K-LIMITED LEADER TO ADDRESS INDUSTRY SAFETY, REGULATION

Local CEO to lead national tanker truck association

6/24/2014
BY TYREL LINKHORN
BLADE BUSINESS WRITER
  • b3kaplan

    Kaplan

  • The 700-member National Tank Truck Carriers Inc., led by Dean Kaplan, is pushing for a national clearinghouse of drivers’ records.
    The 700-member National Tank Truck Carriers Inc., led by Dean Kaplan, is pushing for a national clearinghouse of drivers’ records.

    The chief executive of a Toledo-based tanker truck firm has been elected chairman of a national trucking association, a position he said should allow him to help the industry as well as his hometown.

    Dean Kaplan, CEO of K-Limited Carriers Ltd., was elected last month to lead the National Tank Truck Carriers Inc.

    Mr. Kaplan, 61, is to serve a one-year term atop the 700-member organization.

    He said Monday that he wants to get drivers better recognition, push safety, and help address regulatory concerns, such as hours of service issues.

    Kaplan
    Kaplan

    Mr. Kaplan has spent nearly his entire life in the business, following his father, who started a trucking outfit in 1940.

    K-Limited was founded in 1997 by Mr. Kaplan and his wife, Kim. Mrs. Kaplan is the majority owner of the firm.

    The company has grown to more than more than 100 trucks with terminals in Toledo, Detroit, Chicago, Cincinnati, and Cleveland.

    As chairman of the National Tank Truck Carriers, Mr. Kaplan said he wants to further recognition of the industry’s drivers.

    “The safety culture that is with them every day of their working lives. It’s not something that just happens, it’s something that really starts from the top,” he said.

    Safety is something Mr. Kaplan keeps going back to, especially now as early indications are that a truck driver was at fault in the fatal crash involving comedian Tracy Morgan.

    Mr. Morgan was injured and his friend James McNair was killed on June 7 when their limousine van was struck from behind by a Wal-Mart truck on the New Jersey Turnpike. The truck driver, Kevin Roper, has pleaded not guilty to one count of death by auto and four counts of assault by auto.

    Investigators said Mr. Roper had been on the job about 13½ hours at the time of the crash. Federal rules permit truck drivers to work up to 14 hours a day, with a maximum of 11 hours behind the wheel.

    Mr.
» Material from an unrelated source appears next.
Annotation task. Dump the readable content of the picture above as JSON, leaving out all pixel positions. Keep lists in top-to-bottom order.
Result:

Kaplan said he doesn’t want to downplay the severity of any crash, especially one involving a tractor-trailer. But he also points out that the industry is safe and has done a very good job of improving that record.

    Data from the American Trucking Association shows the number of injuries from crashes involving trucks fell 20 percent from 2002 to 2012, while the number of deaths fell 21 percent over the same period.
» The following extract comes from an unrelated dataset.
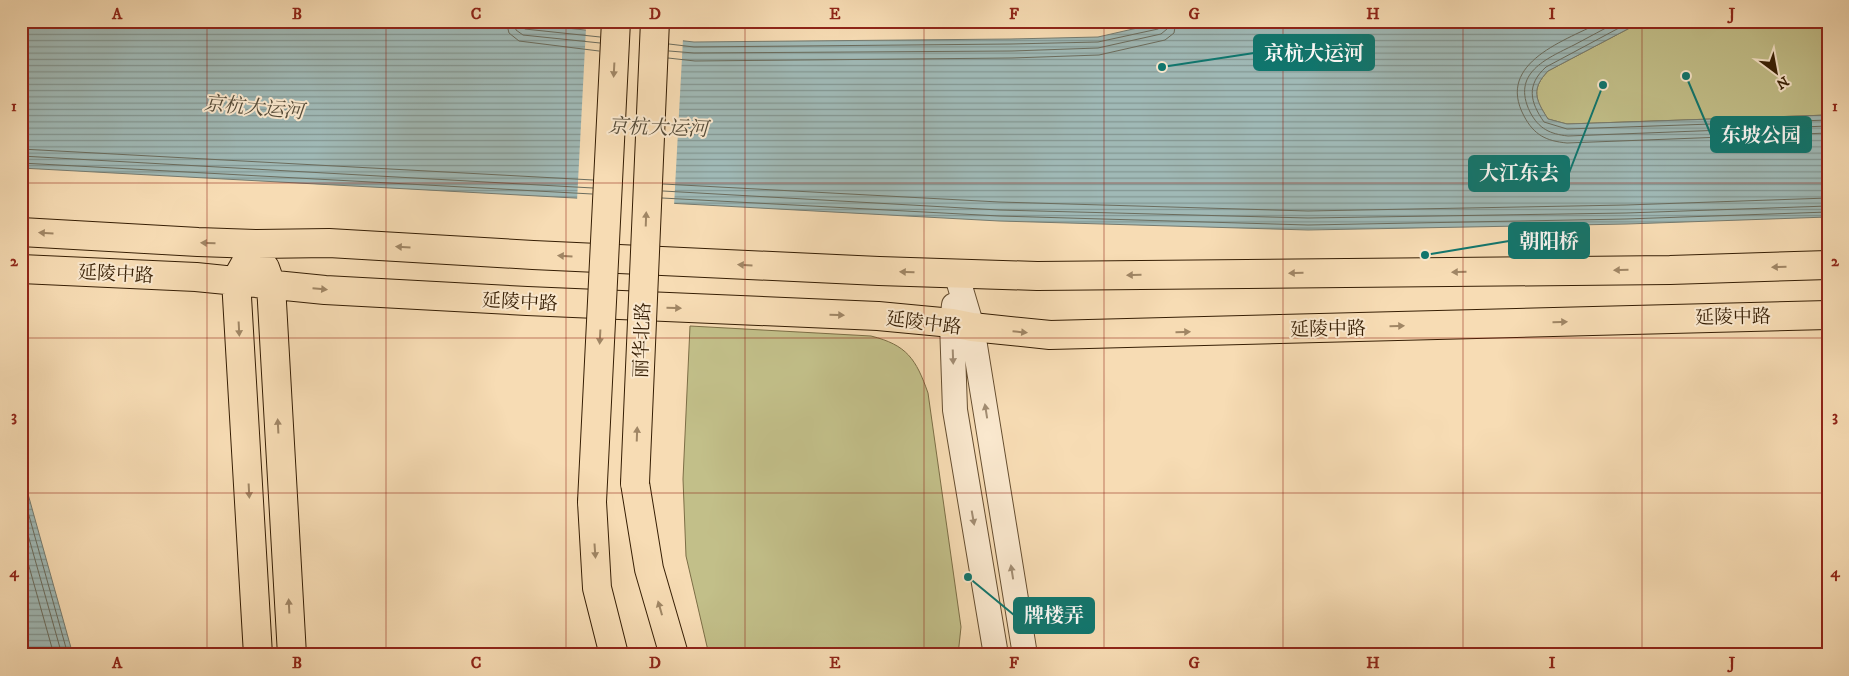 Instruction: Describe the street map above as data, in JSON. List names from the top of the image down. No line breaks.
{"streets":{"main road":["延陵中路","丽华北路"]},"water":["京杭大运河"],"places":["京杭大运河","东坡公园","大江东去","朝阳桥","牌楼弄"],"north":"bottom right","grid":{"columns":["A","B","C","D","E","F","G","H","I","J"],"rows":["1","2","3","4"]}} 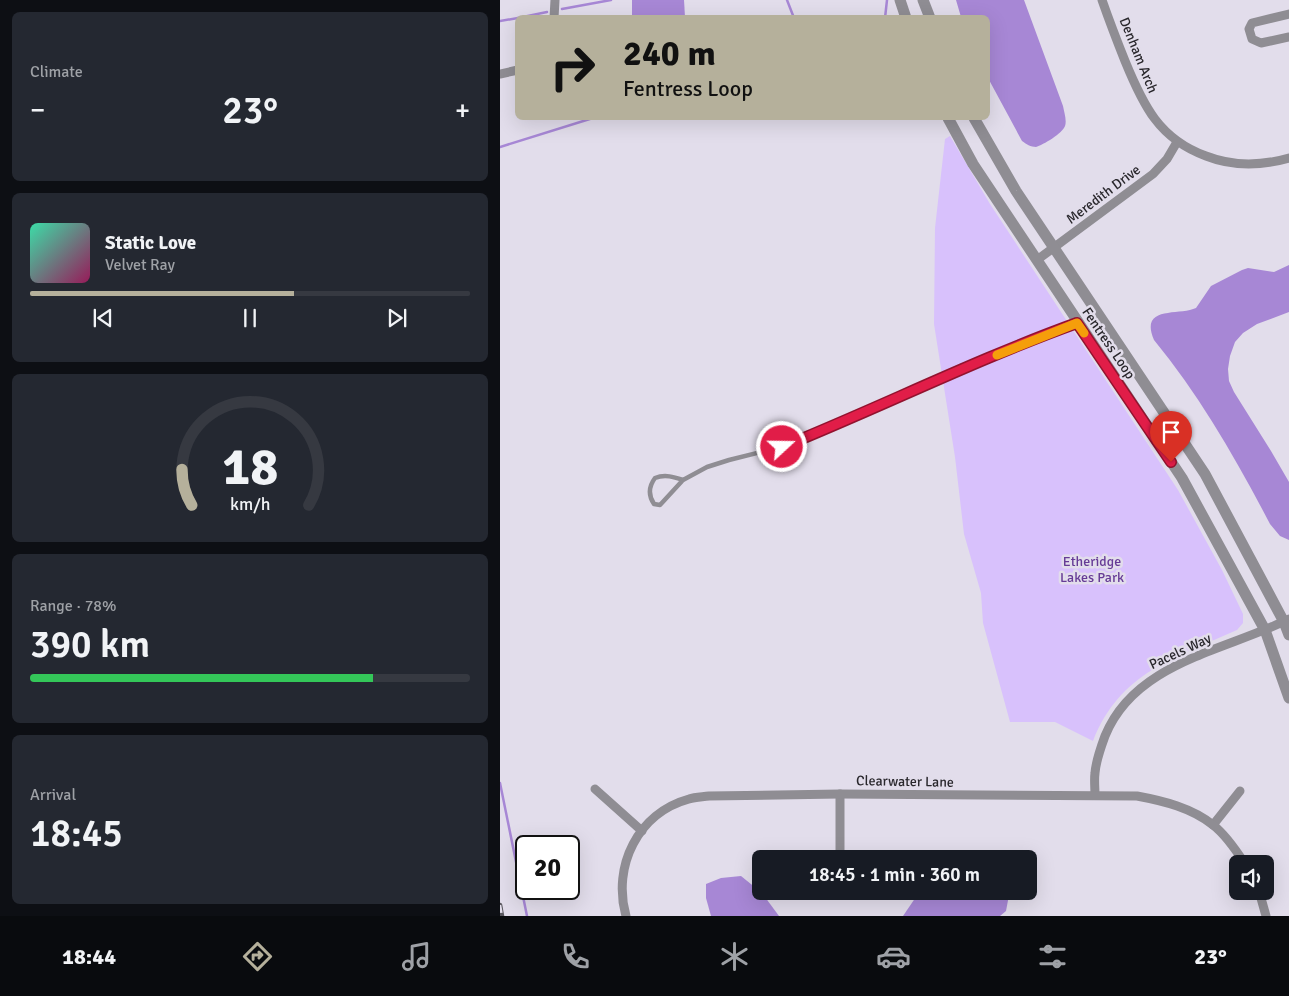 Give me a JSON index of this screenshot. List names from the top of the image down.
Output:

    The truck-involved fatality rate per 100 million miles driven fell 37 percent.

    Mr. Kaplan hopes those numbers can fall even further.

    He and the organization think one helpful regulation would be requiring electronic logbooks.

    The group also is pushing for a national clearinghouse against which leaders could check applicants for prior drug or alcohol violations.

    One of the current issues at the forefront for the organization are hours of service overnight rest rules that Mr. Kaplan says puts more trucks on the road during the prime rush hour times in the morning and can make just-in-time shipping schedules more challenging.

    He also thinks the platform he has at the National Tank Truck Carriers will be good for talking up the area.

    “We’re in such a good position, and I think the position of a chairmanship can certainly bring light to Toledo,” he said.

    Mr. Kaplan said Toledo’s access to I-80, I-75, a deep water port, and an airport make the area a natural place for more transportation.

    “We have such an opportunity in Toledo,” he said. “It’s one of the few metropolitan and commerce areas that’s not bottlenecked ... We do business in Chicago. You can’t move anything in Chicago.”